TASK GOAL:
The stretch wanted below opens at the line containing "ctx.textBaseline = 'middle';" and closes at the line containing "if (halo) ctx.strokeText(text, 0, 0);". Please return it exactly, with no other lines.

########################################

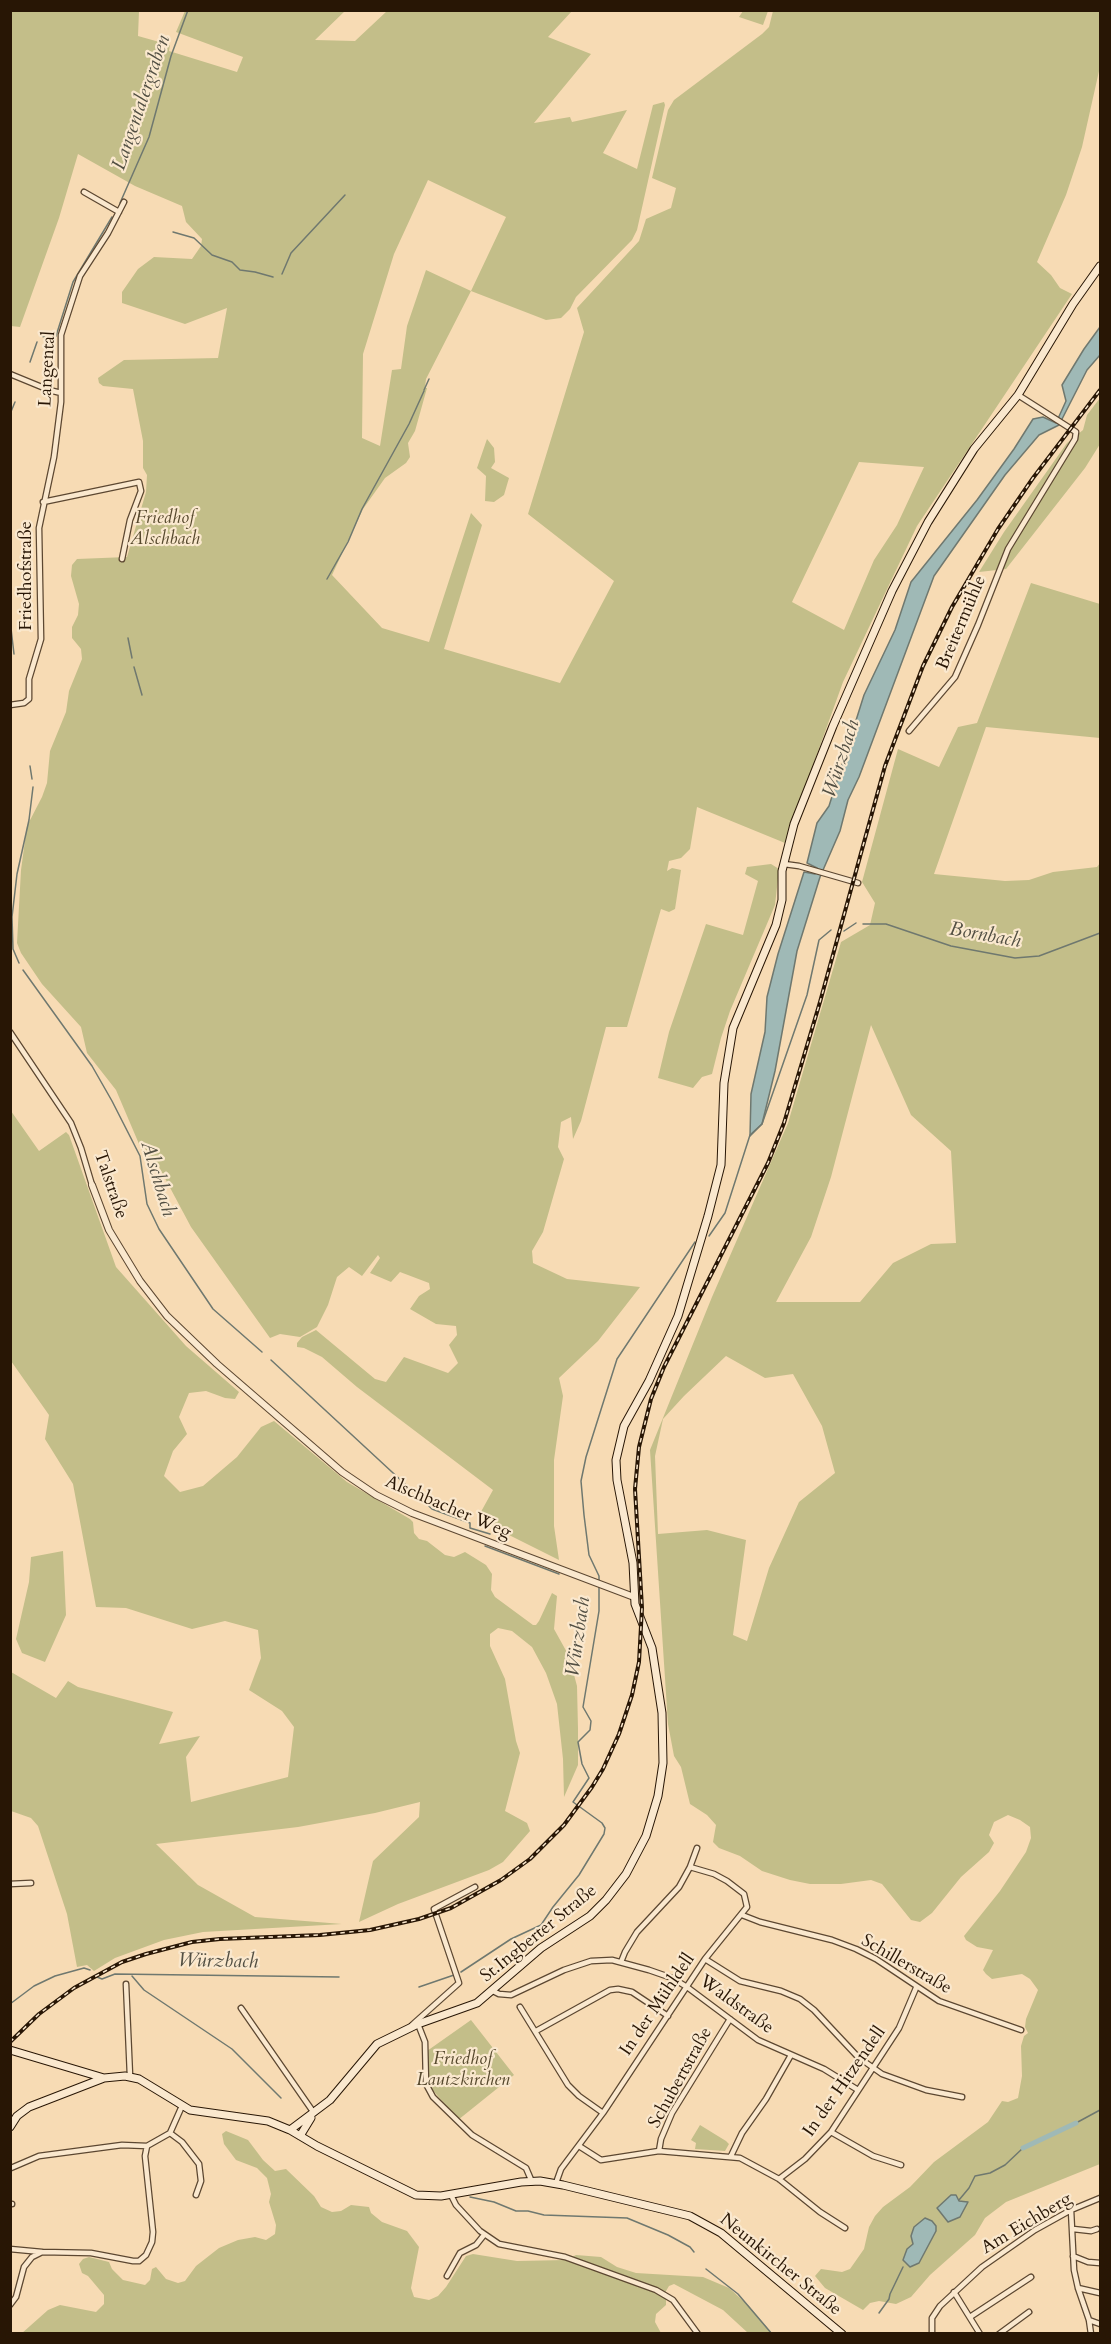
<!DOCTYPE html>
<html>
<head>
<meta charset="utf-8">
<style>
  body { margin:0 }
  #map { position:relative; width:1111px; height:2344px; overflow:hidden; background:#f7dbb4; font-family:Cardo,serif }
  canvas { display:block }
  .frame { position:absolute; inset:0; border:12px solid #281605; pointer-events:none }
</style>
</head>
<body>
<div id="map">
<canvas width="1111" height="2344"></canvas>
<div class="frame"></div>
</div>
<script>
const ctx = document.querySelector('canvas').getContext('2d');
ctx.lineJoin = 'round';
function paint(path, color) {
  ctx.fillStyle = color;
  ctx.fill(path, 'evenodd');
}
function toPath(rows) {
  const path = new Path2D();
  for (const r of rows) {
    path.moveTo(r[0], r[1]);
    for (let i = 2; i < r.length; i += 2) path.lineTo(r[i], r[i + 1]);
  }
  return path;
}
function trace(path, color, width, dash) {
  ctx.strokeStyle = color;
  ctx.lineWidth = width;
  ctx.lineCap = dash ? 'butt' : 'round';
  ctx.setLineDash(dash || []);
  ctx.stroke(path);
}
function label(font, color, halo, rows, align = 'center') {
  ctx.font = font + ' Cardo,serif';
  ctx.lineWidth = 4.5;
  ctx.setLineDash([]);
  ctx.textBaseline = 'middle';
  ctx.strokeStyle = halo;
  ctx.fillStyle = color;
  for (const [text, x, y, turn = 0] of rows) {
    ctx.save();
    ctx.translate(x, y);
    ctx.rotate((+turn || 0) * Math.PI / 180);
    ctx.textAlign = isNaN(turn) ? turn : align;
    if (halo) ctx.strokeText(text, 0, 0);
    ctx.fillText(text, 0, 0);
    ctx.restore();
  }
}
paint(toPath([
  [11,11,139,11,138,36,170,45,169,51,237,72,243,57,176,32,185,11,345,11,315,40,355,41,387,11,572,11,548,37,591,54,534,123,570,117,572,122,627,110,603,153,637,169,653,105,664,102,665,105,637,230,632,240,576,297,570,309,561,318,546,320,471,291,426,379,425,388,427,388,415,431,408,443,410,457,406,463,385,478,363,509,332,575,382,628,429,642,471,513,482,525,444,649,560,683,614,581,528,514,584,332,577,308,639,241,646,219,671,208,676,188,652,178,668,110,674,100,762,34,769,27,773,11,1100,11,1099,71,1082,147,1066,195,1037,262,1051,275,1060,288,1072,294,917,526,843,682,785,843,697,807,690,849,681,858,669,861,667,871,672,868,681,870,675,909,669,912,661,909,627,1027,606,1027,581,1121,573,1139,571,1117,561,1122,558,1147,564,1159,543,1232,532,1251,533,1263,567,1279,640,1287,598,1341,559,1378,563,1396,554,1460,554,1526,559,1560,477,1519,493,1490,357,1387,322,1357,304,1348,297,1347,297,1343,302,1337,316,1330,375,1379,386,1382,404,1357,448,1373,458,1363,449,1345,457,1335,456,1326,436,1324,410,1309,419,1296,430,1289,429,1283,400,1272,391,1282,370,1273,380,1258,378,1255,362,1276,349,1267,337,1277,328,1305,317,1327,300,1337,280,1334,270,1338,191,1227,159,1167,142,1151,116,1090,87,1053,81,1027,42,984,21,953,17,943,21,870,27,826,42,797,47,783,50,751,66,712,69,691,82,659,81,649,72,638,72,627,78,615,79,604,71,576,72,565,77,559,127,557,146,492,147,475,143,468,143,441,133,389,103,386,99,383,98,378,124,360,218,358,227,308,185,324,122,303,122,292,138,269,154,257,192,259,201,246,202,239,186,222,182,206,135,186,78,154,59,218,20,327,11,326],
  [428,180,506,217,471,291,426,270,407,326,401,369,392,370,380,446,362,438,363,354,394,254],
  [859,462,924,467,897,525,874,560,844,630,792,602],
  [743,11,743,10,768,11,763,25,739,17],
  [1100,398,1100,444,1085,468,1006,569,979,572,1004,532,1067,443,1083,430,1087,415],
  [487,439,494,448,495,462,491,468,509,478,504,495,494,502,485,501,486,476,477,468],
  [1031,583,1100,604,1100,738,986,727,934,874,1005,881,1029,880,1053,872,1097,867,1100,863,1100,2164,1006,2202,985,2218,975,2235,930,2275,911,2297,896,2304,879,2301,870,2303,863,2310,825,2288,815,2276,821,2269,842,2272,850,2269,864,2249,869,2227,875,2216,883,2207,910,2187,934,2162,988,2122,1002,2101,1008,2102,1018,2098,1022,2076,1021,2046,1024,2036,1028,2033,1025,2027,1026,2019,1038,1990,1030,1979,1022,1974,992,1979,986,1974,983,1970,993,1950,977,1947,966,1940,964,1936,1000,1891,1026,1852,1031,1838,1030,1827,1020,1820,1008,1815,994,1822,989,1835,994,1843,989,1852,961,1877,932,1913,920,1922,911,1920,882,1884,871,1880,841,1884,810,1884,790,1880,762,1871,740,1856,719,1848,713,1842,716,1825,707,1815,690,1804,681,1767,674,1756,668,1724,650,1450,712,1297,788,1123,841,942,870,925,875,903,862,882,898,749,939,767,958,727,977,723],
  [871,1025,911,1115,951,1151,956,1243,931,1244,893,1263,860,1302,776,1302,811,1237,831,1177],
  [726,1356,765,1378,793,1374,822,1426,835,1473,799,1502,769,1568,747,1641,733,1635,746,1540,707,1530,658,1534,655,1456,663,1419,684,1396],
  [936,2226,936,2231,919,2263,907,2249],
  [771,864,779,869,775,905,730,1011,721,1038,712,1074,702,1077,693,1088,658,1078,669,1032,706,924,743,935,758,881,745,874,747,867],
  [11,1111,39,1151,66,1132,69,1135,116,1267,186,1346,239,1392,235,1399,225,1398,206,1391,189,1393,179,1417,187,1434,173,1451,164,1476,180,1492,203,1486,237,1457,261,1427,274,1421,347,1482,410,1519,413,1522,414,1533,419,1539,427,1541,445,1555,454,1557,465,1552,486,1565,492,1574,491,1590,495,1597,533,1625,536,1625,539,1621,552,1593,557,1596,554,1629,569,1656,577,1686,578,1729,578,1765,564,1797,563,1759,557,1704,546,1673,532,1647,512,1631,498,1628,490,1634,490,1646,505,1679,516,1741,520,1753,505,1811,527,1823,530,1831,503,1862,489,1870,398,1904,359,1922,373,1861,419,1817,420,1802,375,1813,298,1827,156,1844,198,1885,255,1917,342,1924,203,1932,164,1940,115,1958,94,1971,87,1965,77,1967,67,1914,38,1826,31,1818,11,1811,11,1672,56,1698,68,1681,78,1687,173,1712,159,1744,200,1736,186,1757,191,1802,288,1777,294,1727,282,1711,249,1690,261,1658,258,1630,225,1621,192,1629,126,1608,96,1607,73,1484,45,1439,49,1415,11,1361],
  [63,1551,66,1615,45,1662,22,1653,16,1639,29,1582,31,1557],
  [471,2020,514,2075,458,2120,431,2088,428,2079,427,2051],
  [700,2125,726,2141,729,2144,725,2151,695,2149,696,2143,691,2140],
  [226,2131,248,2140,263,2160,275,2171,286,2169,314,2196,321,2207,332,2212,341,2211,351,2205,369,2207,371,2213,382,2222,407,2231,419,2247,411,2288,414,2297,429,2300,438,2296,446,2287,466,2256,473,2254,517,2261,566,2260,576,2255,601,2257,617,2267,636,2273,703,2277,729,2288,749,2306,772,2333,748,2333,723,2310,674,2284,669,2286,666,2291,666,2305,656,2314,655,2322,661,2333,21,2334,48,2310,60,2305,96,2312,104,2304,104,2295,88,2276,82,2273,79,2264,83,2259,89,2257,109,2262,112,2269,123,2280,145,2285,150,2280,152,2269,156,2267,166,2279,178,2283,185,2281,196,2266,219,2248,238,2240,255,2237,266,2240,275,2234,276,2225,269,2202,271,2194,267,2178,257,2168,236,2160,224,2144,222,2134]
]), '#c3be89');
const water = toPath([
  [1100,327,1100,355,1087,370,1059,425,1039,435,1005,475,934,576,859,777,848,800,840,831,820,877,797,951,775,1071,762,1124,750,1136,751,1094,765,1032,767,997,778,954,804,872,815,874,817,868,807,863,817,823,829,806,864,695,895,630,911,582,977,500,1014,449,1033,419,1043,417,1056,423,1066,401,1062,385,1084,349,1100,327],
  [951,2195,956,2195,959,2201,968,2202,960,2217,948,2222,937,2208,951,2195],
  [925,2218,932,2221,936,2226,936,2231,919,2263,910,2267,903,2260,907,2249,913,2244,911,2236,914,2227,925,2218]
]);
paint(water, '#9fb9b6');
trace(water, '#6f786f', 1.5);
trace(toPath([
  [120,203,149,137,171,56,188,10],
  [173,232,194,238,212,255,232,262,240,270,255,272,273,277],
  [282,274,291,253,345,195],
  [40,336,52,338,56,336,73,282,112,217],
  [30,362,37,342],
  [424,390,429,379],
  [10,414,15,402],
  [327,579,348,542,362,509,409,424,424,391],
  [10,607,10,612],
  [10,620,14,654],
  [128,638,132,658],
  [134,667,142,695],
  [30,766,32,779],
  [863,924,886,924,951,946,1015,958,1039,956,1100,933],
  [844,931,856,923],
  [19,963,13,949,12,917,17,874,29,820,33,787],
  [23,970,92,1066,112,1101,140,1156,147,1204,159,1229,213,1309,262,1352],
  [750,1135,762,1124,807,995,819,940,831,930],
  [709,1236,725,1213,750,1135],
  [271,1360,432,1509,470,1523,470,1528,490,1534],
  [485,1546,559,1574],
  [599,1582,599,1576,589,1555,584,1515,581,1481,586,1457,617,1359,695,1242],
  [461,1972,511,1939,541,1925,553,1907,579,1875,604,1834,605,1828,602,1823,573,1802,589,1778,582,1764,578,1742,590,1730,591,1721,583,1707,599,1611,599,1587],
  [132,1976,144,1990,232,2049,281,2098],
  [97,1977,102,1979,115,1974,339,1977],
  [419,1987,454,1975],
  [10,2004,34,1986,55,1976,84,1968,90,1970],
  [1076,2123,1100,2110],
  [470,2197,494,2202,516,2211,528,2211,544,2215,627,2218,668,2235,690,2247,694,2252],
  [959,2200,969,2188,975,2176,990,2173,1005,2165,1023,2148],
  [706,2269,738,2294,772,2334],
  [879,2313,889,2299,890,2294,903,2267]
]), '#6f786f', 1.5);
trace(toPath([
  [1023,2148,1076,2123]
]), '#9fb9b6', 5);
const minor = toPath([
  [84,192,119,212],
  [10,374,49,390,61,393],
  [43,502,139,482,141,491,130,520,122,559],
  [10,705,24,703,29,699,29,679,41,639,39,528,54,457,61,402,61,335,80,276,108,233,124,202],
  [909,731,955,677,978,625,1008,549,1075,439,1076,432,1018,395],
  [784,864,799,866,858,883],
  [10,1032,71,1123,81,1148,92,1185],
  [10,1884,31,1883],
  [742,1915,760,1922,832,1940,856,1949,876,1959,939,2001,1021,2030],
  [705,1959,740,1981,781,1991,800,1999,814,2010,858,2057,882,2074,926,2090,962,2097],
  [621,1962,625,1952,637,1932,679,1887,690,1867,697,1848],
  [126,1984,130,2076],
  [493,1991,499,1994,511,1995,564,1970,591,1961,612,1960,649,1970,672,1978,687,1987,758,2040,824,2069,858,2090],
  [520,2007,568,2085,579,2096,603,2113],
  [241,2008,314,2113],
  [418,2024,425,2042,426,2084,433,2097,472,2135,526,2168,532,2182],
  [412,2025,459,1983,434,1909,475,1887],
  [536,2031,610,1990,618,1989,632,1992,668,2016],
  [831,2132,873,2156,901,2165],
  [170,2133,182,2142,199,2164,201,2181,196,2195],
  [579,2146,601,2160,659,2151,740,2158,779,2179,820,2212,845,2228],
  [659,2151,661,2139,672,2113,730,2019],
  [731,2156,742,2133,766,2099,791,2055],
  [11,2168,39,2156,122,2145,147,2146,170,2133,182,2106],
  [779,2179,805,2159,831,2132,899,2028,916,1988],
  [556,2183,561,2169,603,2113,705,1959,747,1907,744,1894,727,1881,714,1874,690,1867],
  [451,2195,456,2205,480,2231,499,2244,565,2257,656,2290,673,2300,698,2334],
  [10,2204,12,2204],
  [1071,2210,1074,2270,1078,2288,1089,2320,1091,2334],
  [1073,2229,1091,2231,1097,2229],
  [10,2249,42,2252],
  [1073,2256,1088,2262,1100,2263],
  [447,2276,460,2253,476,2245,484,2235],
  [1078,2288,1100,2293],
  [954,2292,980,2334],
  [10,2305,16,2297,24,2267,32,2257,42,2252,91,2253,133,2261,139,2261,146,2255,152,2242,153,2232,145,2156,147,2146],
  [970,2317,1031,2277],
  [1089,2320,1100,2324],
  [932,2334,932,2318,940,2306,982,2267,1035,2230,1071,2210,1100,2198],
  [999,2334,1029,2312]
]);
const tertiary = toPath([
  [92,1185,109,1230,140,1281,167,1316,217,1364,342,1472,376,1495,412,1513,634,1597]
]);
const secondary = toPath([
  [10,2050,104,2078,125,2076,139,2079,190,2110,268,2121,290,2130,317,2146,416,2195,441,2196,521,2182,540,2181,563,2185,690,2216,721,2233,842,2334],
  [10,2127,17,2116,29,2107,104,2078],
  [290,2130,330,2100,377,2044,418,2024,477,2003,541,1948,590,1916,606,1900,626,1874,646,1836,658,1796,663,1763,662,1713,652,1648,635,1604,633,1563,617,1480,616,1460,624,1426,649,1381,678,1316,708,1216,721,1165,724,1083,733,1028,776,925,782,900,782,871,794,824,833,726,892,591,928,522,974,449,1018,395,1073,304,1100,266],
  [300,2136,311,2118]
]);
trace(minor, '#5c4731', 7);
trace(tertiary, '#5c4731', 8);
trace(secondary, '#281605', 9);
trace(minor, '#fae8ce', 4.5);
trace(tertiary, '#fae8ce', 6);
trace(secondary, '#fae8ce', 7);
const rail = toPath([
  [10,2042,39,2014,74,1988,122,1962,146,1954,192,1942,220,1939,320,1935,370,1930,419,1919,451,1908,501,1880,530,1859,564,1825,592,1787,603,1769,619,1734,632,1695,639,1662,642,1608,635,1489,639,1447,651,1399,664,1367,768,1163,784,1123,820,1002,885,766,923,666,952,607,998,529,1033,478,1100,390]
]);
trace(rail, '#281605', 4);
trace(rail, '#fae8ce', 1.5, [4.5]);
label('18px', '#281605', '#fae8ce', [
  ["Langental",48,369,-87],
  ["Friedhofstraße",27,576,-90],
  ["Breitermühle",962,623,-67],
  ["Talstraße",110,1185,71],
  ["Alschbacher Weg",448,1508,23],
  ["St.Ingberter Straße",539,1934,-39],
  ["Schillerstraße",906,1965,30],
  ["In der Mühldell",658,2005,-56],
  ["Waldstraße",736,2005,36],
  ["Schubertstraße",681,2078,-61],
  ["In der Hitzendell",845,2082,-55],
  ["Am Eichberg",1027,2224,-31],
  ["Neunkircher Straße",780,2265,39]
]);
label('italic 18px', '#56482d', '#fae8ce', [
  ["Friedhof",165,519],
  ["Alschbach",165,540],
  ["Friedhof",463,2060],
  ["Lautzkirchen",463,2081]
]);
label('italic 20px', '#524f43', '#fae8ce', [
  ["Langentalergraben",142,103,-71],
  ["Würzbach",842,759,-72],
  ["Bornbach",985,936,10],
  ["Alschbach",157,1179,73],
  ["Würzbach",579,1637,-82],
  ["Würzbach",218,1962,1]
]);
</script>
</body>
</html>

########################################

YOUR RESPONSE:
  ctx.textBaseline = 'middle';
  ctx.strokeStyle = halo;
  ctx.fillStyle = color;
  for (const [text, x, y, turn = 0] of rows) {
    ctx.save();
    ctx.translate(x, y);
    ctx.rotate((+turn || 0) * Math.PI / 180);
    ctx.textAlign = isNaN(turn) ? turn : align;
    if (halo) ctx.strokeText(text, 0, 0);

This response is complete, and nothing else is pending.